--- GIVEN RECORDS Enclosed Below ---

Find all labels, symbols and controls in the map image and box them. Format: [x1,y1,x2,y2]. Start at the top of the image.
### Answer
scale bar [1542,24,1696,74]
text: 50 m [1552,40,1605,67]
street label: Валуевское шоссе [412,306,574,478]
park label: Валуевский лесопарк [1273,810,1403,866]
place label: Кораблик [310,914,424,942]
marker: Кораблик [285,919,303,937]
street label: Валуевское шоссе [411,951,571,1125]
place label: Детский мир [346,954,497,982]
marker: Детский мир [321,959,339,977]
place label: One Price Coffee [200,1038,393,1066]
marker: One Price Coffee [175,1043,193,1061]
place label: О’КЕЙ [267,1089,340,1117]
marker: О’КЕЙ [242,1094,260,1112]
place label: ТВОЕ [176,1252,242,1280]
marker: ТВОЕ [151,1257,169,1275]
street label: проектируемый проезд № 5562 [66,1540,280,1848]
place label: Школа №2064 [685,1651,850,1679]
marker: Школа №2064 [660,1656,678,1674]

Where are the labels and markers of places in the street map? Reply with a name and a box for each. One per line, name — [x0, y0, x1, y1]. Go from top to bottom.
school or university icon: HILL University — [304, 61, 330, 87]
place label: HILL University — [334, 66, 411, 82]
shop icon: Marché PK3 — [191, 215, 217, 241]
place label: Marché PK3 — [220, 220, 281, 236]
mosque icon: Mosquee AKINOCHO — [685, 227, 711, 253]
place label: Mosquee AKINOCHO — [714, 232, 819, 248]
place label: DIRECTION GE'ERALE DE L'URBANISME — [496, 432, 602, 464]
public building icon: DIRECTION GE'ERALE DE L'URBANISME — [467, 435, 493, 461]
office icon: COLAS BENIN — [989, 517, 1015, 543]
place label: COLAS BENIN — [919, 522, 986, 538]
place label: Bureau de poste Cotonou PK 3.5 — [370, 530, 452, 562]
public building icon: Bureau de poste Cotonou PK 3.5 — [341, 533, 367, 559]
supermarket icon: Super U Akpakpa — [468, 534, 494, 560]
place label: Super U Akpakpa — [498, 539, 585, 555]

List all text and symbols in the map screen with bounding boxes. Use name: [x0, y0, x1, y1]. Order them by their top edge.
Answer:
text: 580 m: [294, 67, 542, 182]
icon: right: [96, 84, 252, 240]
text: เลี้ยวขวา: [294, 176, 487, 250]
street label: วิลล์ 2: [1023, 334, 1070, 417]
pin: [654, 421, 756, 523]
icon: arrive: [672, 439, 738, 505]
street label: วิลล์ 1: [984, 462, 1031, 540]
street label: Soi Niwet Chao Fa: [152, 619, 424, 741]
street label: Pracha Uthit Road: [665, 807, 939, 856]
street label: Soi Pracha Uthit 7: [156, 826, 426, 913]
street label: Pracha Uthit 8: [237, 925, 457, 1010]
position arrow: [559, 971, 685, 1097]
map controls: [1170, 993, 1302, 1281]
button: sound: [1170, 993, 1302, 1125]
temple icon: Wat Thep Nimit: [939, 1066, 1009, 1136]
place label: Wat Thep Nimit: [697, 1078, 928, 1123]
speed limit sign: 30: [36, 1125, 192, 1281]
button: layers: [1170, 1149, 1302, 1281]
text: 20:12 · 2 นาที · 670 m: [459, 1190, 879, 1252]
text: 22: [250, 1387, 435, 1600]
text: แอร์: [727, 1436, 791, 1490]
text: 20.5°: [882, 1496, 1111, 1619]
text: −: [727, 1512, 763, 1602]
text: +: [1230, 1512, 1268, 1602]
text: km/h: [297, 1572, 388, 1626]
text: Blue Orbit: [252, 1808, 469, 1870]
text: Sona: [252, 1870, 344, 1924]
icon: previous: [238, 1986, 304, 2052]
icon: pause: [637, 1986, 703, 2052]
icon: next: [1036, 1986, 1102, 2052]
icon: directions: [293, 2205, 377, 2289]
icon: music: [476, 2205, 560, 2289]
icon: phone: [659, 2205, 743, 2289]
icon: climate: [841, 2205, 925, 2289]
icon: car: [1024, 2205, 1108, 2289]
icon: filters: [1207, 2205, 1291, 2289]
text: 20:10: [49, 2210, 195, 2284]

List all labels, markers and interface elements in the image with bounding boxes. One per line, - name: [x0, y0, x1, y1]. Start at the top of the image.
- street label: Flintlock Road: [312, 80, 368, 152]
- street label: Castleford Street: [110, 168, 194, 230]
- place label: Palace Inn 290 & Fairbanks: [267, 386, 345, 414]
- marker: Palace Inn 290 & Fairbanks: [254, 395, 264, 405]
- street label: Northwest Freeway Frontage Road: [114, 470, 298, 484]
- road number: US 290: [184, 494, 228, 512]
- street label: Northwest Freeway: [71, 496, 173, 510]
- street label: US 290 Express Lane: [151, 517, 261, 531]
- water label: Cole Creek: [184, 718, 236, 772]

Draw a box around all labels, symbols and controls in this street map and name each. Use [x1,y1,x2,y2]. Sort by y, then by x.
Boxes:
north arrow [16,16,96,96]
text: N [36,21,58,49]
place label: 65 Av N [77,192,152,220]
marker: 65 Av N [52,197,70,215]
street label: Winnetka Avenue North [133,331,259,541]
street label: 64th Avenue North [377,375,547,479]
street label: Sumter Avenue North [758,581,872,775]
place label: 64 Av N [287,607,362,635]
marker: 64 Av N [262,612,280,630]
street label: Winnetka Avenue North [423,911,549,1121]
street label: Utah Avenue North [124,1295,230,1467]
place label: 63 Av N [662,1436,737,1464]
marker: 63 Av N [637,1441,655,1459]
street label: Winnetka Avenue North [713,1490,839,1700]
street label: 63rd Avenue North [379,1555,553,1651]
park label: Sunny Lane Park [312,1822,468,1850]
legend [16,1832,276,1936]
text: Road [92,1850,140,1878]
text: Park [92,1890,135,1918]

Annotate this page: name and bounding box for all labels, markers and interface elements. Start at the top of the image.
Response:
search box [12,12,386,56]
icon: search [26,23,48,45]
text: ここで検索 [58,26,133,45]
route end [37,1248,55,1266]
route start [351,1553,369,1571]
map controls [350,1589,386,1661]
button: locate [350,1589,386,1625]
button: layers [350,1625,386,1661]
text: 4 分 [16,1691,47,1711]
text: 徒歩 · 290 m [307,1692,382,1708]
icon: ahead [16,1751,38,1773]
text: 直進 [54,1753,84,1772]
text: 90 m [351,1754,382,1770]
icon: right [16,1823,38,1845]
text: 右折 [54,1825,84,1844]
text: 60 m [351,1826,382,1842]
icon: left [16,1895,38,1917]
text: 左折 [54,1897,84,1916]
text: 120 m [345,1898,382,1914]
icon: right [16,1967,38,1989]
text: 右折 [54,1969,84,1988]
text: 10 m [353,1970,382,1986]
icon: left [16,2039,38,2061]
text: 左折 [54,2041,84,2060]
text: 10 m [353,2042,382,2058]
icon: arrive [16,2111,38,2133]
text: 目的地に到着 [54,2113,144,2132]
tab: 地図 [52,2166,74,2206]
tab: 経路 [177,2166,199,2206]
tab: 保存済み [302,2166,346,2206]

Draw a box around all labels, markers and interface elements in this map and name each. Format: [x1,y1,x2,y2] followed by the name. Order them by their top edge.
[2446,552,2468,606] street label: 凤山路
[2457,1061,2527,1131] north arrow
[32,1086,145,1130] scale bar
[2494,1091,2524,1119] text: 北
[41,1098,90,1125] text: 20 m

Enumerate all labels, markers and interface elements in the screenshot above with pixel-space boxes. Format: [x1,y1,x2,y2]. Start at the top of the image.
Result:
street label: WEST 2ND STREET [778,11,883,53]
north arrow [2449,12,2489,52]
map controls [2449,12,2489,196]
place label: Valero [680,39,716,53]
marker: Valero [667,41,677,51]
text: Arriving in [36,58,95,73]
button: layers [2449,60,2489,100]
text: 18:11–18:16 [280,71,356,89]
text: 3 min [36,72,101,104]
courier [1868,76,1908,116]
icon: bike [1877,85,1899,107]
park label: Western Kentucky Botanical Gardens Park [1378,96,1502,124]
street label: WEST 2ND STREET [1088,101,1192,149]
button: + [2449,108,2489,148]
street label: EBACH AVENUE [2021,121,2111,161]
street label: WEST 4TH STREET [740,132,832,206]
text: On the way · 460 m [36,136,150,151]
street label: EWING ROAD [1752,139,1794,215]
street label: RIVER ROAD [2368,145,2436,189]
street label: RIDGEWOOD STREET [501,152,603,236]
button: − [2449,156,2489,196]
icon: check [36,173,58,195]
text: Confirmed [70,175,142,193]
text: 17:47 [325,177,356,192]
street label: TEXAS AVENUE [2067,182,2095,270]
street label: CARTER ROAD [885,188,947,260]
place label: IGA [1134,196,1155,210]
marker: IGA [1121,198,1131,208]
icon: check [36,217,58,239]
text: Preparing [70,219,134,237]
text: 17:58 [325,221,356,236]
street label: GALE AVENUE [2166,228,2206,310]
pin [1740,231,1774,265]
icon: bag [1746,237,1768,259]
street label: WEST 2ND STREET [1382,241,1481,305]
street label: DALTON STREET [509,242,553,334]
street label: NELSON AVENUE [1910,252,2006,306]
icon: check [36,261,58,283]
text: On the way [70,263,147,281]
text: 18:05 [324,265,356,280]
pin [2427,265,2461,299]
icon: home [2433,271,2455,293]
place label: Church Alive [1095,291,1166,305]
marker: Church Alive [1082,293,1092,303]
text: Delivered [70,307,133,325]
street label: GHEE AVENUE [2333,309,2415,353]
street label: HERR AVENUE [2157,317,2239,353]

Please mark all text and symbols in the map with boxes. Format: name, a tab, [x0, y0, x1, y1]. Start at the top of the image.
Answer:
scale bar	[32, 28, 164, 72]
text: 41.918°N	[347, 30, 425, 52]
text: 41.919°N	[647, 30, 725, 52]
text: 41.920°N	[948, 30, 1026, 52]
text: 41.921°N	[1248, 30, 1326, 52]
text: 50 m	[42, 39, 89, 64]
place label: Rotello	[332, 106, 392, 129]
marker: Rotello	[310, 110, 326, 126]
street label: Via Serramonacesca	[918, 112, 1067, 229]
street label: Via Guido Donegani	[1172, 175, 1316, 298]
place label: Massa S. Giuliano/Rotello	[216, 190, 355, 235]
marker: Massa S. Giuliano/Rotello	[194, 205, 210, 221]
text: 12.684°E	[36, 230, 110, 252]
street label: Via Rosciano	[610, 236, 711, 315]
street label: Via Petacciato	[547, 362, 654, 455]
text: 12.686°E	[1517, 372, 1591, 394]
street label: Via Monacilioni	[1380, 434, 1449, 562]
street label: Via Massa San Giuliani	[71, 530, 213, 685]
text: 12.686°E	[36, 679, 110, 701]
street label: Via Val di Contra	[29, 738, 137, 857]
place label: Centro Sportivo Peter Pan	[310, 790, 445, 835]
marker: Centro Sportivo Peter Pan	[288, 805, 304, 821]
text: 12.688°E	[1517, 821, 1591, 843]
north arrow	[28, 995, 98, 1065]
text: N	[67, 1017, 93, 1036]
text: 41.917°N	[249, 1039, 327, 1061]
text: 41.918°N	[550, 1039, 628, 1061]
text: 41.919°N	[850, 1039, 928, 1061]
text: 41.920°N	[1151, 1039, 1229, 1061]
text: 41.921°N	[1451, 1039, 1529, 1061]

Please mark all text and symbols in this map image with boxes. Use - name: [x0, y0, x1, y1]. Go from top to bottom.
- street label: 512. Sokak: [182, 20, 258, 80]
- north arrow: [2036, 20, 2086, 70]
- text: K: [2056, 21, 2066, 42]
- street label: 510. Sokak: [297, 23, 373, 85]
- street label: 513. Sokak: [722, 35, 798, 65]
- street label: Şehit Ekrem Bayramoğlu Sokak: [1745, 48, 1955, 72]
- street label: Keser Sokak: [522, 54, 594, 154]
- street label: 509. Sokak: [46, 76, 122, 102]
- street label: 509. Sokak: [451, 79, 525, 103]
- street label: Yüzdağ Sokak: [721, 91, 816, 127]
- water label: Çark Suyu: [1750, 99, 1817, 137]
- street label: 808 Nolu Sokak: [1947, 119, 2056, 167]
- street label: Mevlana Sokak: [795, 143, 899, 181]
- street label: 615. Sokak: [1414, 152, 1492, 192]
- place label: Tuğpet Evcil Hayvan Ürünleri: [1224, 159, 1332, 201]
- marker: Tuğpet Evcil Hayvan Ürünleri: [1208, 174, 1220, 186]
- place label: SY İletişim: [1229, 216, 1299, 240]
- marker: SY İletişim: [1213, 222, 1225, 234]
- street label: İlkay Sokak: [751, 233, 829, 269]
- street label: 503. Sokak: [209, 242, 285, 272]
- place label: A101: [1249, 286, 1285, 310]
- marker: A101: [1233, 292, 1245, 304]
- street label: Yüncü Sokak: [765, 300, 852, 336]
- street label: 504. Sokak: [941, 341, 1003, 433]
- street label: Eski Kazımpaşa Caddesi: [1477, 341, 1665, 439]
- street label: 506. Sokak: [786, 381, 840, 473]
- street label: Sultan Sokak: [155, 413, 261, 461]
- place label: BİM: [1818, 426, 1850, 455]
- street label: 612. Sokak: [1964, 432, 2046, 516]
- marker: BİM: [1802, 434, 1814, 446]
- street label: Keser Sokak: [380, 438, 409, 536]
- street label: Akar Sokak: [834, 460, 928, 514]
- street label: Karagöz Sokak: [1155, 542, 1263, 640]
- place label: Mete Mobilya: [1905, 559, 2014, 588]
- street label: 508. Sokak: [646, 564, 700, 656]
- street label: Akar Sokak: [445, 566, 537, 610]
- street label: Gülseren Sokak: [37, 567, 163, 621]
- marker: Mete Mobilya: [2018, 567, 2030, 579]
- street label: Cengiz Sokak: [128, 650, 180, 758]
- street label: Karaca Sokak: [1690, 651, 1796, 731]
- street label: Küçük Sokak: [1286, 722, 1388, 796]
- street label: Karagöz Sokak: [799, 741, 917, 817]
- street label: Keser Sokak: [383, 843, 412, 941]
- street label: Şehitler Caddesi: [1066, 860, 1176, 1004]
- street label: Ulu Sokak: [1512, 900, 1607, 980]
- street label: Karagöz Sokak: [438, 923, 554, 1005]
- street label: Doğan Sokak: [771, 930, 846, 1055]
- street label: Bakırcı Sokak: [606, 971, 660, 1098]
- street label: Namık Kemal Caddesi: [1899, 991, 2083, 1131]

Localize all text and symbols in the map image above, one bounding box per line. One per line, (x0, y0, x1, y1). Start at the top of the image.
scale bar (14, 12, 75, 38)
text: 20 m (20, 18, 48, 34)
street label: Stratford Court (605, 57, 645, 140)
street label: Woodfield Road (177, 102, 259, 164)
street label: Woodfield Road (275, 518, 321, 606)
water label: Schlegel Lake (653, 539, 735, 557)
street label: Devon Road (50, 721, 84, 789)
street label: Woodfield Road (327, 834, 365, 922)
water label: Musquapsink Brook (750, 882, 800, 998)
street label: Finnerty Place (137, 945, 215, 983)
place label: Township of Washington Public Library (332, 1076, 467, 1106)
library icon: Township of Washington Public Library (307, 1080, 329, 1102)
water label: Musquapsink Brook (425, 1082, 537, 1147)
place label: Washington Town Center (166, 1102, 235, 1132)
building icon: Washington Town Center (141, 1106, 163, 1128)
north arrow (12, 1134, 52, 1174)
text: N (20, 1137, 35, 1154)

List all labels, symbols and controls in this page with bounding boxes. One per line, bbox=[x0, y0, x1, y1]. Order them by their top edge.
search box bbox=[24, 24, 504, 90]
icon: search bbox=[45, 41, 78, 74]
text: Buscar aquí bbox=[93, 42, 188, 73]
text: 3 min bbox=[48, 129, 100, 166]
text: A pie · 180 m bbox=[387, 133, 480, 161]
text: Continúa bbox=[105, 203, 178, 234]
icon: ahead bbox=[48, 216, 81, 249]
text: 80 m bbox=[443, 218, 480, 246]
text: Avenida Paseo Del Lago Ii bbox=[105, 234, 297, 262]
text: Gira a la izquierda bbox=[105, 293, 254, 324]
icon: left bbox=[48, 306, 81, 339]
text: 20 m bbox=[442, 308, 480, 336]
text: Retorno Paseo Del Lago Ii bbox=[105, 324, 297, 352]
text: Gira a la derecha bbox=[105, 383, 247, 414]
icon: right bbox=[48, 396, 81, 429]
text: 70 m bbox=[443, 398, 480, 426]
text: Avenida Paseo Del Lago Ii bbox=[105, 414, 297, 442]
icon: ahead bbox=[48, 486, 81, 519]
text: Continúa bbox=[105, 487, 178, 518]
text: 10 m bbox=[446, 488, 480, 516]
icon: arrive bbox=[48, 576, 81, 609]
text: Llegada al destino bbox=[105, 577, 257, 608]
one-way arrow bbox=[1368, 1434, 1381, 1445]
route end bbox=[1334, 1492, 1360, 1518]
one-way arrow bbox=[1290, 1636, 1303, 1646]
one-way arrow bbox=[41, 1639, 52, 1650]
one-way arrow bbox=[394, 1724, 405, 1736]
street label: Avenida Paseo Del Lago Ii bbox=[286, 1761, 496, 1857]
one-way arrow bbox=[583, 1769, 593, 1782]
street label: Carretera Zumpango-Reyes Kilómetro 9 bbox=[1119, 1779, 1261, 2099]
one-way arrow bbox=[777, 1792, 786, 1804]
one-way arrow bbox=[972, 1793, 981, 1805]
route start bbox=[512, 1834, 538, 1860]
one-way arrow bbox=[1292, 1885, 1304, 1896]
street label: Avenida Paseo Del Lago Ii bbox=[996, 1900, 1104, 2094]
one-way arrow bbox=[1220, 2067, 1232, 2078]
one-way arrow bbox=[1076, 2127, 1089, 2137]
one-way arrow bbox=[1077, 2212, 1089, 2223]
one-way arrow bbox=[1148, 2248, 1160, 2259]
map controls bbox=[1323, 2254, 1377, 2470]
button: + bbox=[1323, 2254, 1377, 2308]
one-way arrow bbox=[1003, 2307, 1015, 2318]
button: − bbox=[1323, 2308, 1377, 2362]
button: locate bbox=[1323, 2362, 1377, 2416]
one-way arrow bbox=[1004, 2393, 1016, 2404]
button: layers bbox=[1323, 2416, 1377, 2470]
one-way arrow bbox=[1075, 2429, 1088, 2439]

--- End of Enclosed GIVEN RECORDS ---

• **PROBLEM TO SOLVE**:
Across the data, pull every line containing the string "Детский".

• **EXERCISE SOLUTION**:
place label: Детский мир [346,954,497,982]
marker: Детский мир [321,959,339,977]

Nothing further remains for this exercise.